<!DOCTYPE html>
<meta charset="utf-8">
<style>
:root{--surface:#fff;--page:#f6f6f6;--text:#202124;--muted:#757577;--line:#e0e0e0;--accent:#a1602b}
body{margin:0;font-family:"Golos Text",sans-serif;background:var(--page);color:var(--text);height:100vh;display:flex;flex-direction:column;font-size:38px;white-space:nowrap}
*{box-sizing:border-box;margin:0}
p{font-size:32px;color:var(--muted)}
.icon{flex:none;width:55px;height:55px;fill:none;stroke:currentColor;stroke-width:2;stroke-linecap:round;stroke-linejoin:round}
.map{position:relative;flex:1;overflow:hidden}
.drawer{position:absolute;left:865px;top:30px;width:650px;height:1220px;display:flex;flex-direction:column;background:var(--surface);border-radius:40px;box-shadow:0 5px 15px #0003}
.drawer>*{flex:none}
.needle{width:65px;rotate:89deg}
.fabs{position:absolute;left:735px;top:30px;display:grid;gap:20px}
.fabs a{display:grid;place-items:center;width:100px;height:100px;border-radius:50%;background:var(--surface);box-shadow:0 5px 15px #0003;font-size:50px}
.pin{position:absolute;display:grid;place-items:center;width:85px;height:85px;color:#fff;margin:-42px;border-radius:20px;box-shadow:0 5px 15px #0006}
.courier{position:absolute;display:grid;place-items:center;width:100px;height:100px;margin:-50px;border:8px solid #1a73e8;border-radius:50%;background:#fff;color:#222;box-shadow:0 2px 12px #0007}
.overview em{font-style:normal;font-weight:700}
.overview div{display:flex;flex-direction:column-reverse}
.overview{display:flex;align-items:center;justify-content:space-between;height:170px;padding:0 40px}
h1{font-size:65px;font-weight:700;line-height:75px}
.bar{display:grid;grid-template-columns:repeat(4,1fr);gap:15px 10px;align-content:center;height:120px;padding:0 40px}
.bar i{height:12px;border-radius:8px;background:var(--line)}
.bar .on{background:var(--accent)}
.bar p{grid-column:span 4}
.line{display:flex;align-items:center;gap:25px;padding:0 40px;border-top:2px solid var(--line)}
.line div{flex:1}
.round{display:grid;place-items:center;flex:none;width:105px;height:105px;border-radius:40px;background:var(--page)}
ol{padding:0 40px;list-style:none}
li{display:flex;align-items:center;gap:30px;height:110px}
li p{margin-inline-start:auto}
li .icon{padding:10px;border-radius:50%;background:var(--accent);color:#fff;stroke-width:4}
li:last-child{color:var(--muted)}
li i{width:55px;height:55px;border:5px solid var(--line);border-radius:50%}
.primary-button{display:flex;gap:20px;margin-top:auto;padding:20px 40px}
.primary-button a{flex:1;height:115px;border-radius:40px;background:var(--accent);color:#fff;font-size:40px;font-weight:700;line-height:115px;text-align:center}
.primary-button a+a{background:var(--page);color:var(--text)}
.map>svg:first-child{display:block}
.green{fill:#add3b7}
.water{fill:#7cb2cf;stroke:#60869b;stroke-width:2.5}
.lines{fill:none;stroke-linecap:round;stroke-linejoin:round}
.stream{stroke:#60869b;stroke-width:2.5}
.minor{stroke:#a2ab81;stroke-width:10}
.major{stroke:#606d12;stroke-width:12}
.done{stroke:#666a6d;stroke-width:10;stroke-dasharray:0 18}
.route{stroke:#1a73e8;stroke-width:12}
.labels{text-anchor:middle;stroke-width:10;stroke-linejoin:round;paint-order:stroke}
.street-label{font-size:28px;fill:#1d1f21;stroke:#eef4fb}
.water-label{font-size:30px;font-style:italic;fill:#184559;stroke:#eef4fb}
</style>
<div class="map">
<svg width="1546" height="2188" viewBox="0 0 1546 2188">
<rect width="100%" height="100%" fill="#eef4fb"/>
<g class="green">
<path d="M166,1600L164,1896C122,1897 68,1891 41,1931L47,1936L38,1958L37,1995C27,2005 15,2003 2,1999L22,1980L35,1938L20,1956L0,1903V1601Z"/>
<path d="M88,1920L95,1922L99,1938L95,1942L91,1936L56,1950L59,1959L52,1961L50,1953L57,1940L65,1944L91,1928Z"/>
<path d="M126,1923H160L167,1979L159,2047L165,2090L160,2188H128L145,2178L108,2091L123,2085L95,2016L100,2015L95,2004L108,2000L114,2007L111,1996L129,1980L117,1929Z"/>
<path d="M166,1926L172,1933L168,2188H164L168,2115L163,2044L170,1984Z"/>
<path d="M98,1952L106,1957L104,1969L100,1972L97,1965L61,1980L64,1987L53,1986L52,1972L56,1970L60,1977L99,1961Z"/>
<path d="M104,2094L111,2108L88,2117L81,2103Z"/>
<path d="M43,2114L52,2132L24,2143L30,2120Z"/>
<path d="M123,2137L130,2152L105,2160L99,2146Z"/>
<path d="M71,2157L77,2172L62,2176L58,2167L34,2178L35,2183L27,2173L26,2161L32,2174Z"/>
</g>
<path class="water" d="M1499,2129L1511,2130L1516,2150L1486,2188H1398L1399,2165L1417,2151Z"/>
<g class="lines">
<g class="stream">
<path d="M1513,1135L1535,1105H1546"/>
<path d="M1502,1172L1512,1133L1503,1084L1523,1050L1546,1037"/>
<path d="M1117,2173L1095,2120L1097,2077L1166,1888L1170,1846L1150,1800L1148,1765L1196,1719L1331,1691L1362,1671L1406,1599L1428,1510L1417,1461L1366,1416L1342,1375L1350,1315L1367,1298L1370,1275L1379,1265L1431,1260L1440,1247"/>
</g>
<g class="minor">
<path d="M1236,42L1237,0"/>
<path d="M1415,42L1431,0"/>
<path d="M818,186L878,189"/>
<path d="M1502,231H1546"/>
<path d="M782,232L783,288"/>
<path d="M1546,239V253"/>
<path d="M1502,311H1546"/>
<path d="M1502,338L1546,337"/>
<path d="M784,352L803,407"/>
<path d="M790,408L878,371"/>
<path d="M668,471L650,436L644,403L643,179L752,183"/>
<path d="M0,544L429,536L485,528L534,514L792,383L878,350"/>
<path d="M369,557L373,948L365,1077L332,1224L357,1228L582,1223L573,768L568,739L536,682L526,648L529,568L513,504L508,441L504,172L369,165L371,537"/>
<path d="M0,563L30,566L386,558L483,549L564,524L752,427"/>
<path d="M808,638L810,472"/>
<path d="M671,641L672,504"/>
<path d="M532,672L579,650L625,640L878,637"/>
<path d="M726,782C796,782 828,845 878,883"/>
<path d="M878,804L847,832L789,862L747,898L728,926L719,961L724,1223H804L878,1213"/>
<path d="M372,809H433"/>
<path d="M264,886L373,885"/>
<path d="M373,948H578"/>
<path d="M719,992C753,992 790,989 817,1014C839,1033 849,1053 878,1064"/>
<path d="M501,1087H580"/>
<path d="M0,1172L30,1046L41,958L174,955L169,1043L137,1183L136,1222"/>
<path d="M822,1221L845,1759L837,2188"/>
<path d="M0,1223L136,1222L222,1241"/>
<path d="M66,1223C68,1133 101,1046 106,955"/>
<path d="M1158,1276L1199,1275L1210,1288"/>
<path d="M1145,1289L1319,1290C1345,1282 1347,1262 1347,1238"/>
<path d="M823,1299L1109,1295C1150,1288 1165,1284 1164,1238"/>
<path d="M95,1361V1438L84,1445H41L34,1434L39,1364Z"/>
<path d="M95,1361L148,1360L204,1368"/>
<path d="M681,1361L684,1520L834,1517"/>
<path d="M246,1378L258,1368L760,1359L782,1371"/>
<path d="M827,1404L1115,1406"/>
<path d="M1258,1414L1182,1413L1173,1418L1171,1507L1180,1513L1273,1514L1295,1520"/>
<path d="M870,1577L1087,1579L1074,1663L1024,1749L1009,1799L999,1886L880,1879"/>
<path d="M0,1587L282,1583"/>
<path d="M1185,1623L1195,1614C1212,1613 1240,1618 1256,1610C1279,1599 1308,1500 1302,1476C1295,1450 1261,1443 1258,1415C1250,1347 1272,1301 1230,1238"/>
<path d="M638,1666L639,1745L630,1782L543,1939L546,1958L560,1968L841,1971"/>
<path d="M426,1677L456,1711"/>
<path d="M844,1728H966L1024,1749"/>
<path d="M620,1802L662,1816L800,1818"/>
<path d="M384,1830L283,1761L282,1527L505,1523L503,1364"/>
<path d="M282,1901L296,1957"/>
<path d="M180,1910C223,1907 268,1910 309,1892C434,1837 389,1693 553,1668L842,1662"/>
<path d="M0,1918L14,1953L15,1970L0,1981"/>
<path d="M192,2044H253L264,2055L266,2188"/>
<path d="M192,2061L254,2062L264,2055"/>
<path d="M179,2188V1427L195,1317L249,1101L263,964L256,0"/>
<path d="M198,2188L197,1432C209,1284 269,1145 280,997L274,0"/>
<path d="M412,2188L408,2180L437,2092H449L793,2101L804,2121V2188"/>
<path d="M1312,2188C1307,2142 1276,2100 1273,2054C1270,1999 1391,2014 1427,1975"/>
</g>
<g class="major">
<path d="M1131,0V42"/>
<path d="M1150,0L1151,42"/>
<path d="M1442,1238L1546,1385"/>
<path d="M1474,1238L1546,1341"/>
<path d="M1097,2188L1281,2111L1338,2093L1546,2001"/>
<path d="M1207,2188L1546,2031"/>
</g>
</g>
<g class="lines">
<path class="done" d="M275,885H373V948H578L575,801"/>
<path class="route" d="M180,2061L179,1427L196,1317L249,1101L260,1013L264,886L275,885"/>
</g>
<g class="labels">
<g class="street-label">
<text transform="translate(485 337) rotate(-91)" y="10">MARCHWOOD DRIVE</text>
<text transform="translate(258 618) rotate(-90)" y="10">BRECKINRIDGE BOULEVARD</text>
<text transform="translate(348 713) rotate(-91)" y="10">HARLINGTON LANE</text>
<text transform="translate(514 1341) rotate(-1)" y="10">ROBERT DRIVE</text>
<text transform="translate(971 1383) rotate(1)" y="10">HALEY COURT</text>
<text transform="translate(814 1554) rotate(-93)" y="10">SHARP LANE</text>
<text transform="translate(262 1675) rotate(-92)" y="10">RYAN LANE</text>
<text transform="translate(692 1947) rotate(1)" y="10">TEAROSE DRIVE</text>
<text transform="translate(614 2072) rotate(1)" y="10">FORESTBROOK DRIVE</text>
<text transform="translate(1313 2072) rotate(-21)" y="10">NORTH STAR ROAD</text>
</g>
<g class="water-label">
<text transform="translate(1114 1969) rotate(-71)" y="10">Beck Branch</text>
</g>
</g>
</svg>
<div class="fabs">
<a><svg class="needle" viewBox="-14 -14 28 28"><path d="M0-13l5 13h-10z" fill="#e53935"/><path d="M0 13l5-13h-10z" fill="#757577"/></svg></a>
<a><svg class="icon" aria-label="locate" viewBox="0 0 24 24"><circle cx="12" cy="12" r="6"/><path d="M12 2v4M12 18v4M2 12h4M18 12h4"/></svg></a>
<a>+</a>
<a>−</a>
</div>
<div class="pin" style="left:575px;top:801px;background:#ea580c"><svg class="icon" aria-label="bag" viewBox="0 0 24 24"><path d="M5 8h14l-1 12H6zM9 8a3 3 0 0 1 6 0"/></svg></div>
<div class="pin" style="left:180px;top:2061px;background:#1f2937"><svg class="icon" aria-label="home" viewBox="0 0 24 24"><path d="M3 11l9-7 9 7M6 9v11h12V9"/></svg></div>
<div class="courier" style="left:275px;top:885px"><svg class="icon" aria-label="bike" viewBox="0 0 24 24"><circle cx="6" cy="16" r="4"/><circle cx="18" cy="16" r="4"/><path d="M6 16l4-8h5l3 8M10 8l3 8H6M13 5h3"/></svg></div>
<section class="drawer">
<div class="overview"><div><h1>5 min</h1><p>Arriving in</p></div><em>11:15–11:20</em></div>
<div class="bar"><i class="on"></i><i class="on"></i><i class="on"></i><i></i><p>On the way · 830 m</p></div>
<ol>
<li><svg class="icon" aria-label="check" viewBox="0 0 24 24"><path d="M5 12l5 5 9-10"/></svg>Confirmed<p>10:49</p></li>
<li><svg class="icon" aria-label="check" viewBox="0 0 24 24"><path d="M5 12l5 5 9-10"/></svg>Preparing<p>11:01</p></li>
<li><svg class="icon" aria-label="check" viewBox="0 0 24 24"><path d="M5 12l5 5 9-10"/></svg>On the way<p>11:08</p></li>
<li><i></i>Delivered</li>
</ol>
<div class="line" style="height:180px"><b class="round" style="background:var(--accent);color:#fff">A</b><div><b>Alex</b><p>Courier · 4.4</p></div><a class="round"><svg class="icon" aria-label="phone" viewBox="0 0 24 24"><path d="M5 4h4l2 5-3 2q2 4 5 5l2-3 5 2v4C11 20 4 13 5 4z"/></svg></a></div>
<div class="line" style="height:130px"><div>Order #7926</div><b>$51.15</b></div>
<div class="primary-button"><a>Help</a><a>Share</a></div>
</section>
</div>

**Work request:**
Lines of the data above that include the string "fabs" must each be copied.

**Output of the task:**
.fabs{position:absolute;left:735px;top:30px;display:grid;gap:20px}
.fabs a{display:grid;place-items:center;width:100px;height:100px;border-radius:50%;background:var(--surface);box-shadow:0 5px 15px #0003;font-size:50px}
<div class="fabs">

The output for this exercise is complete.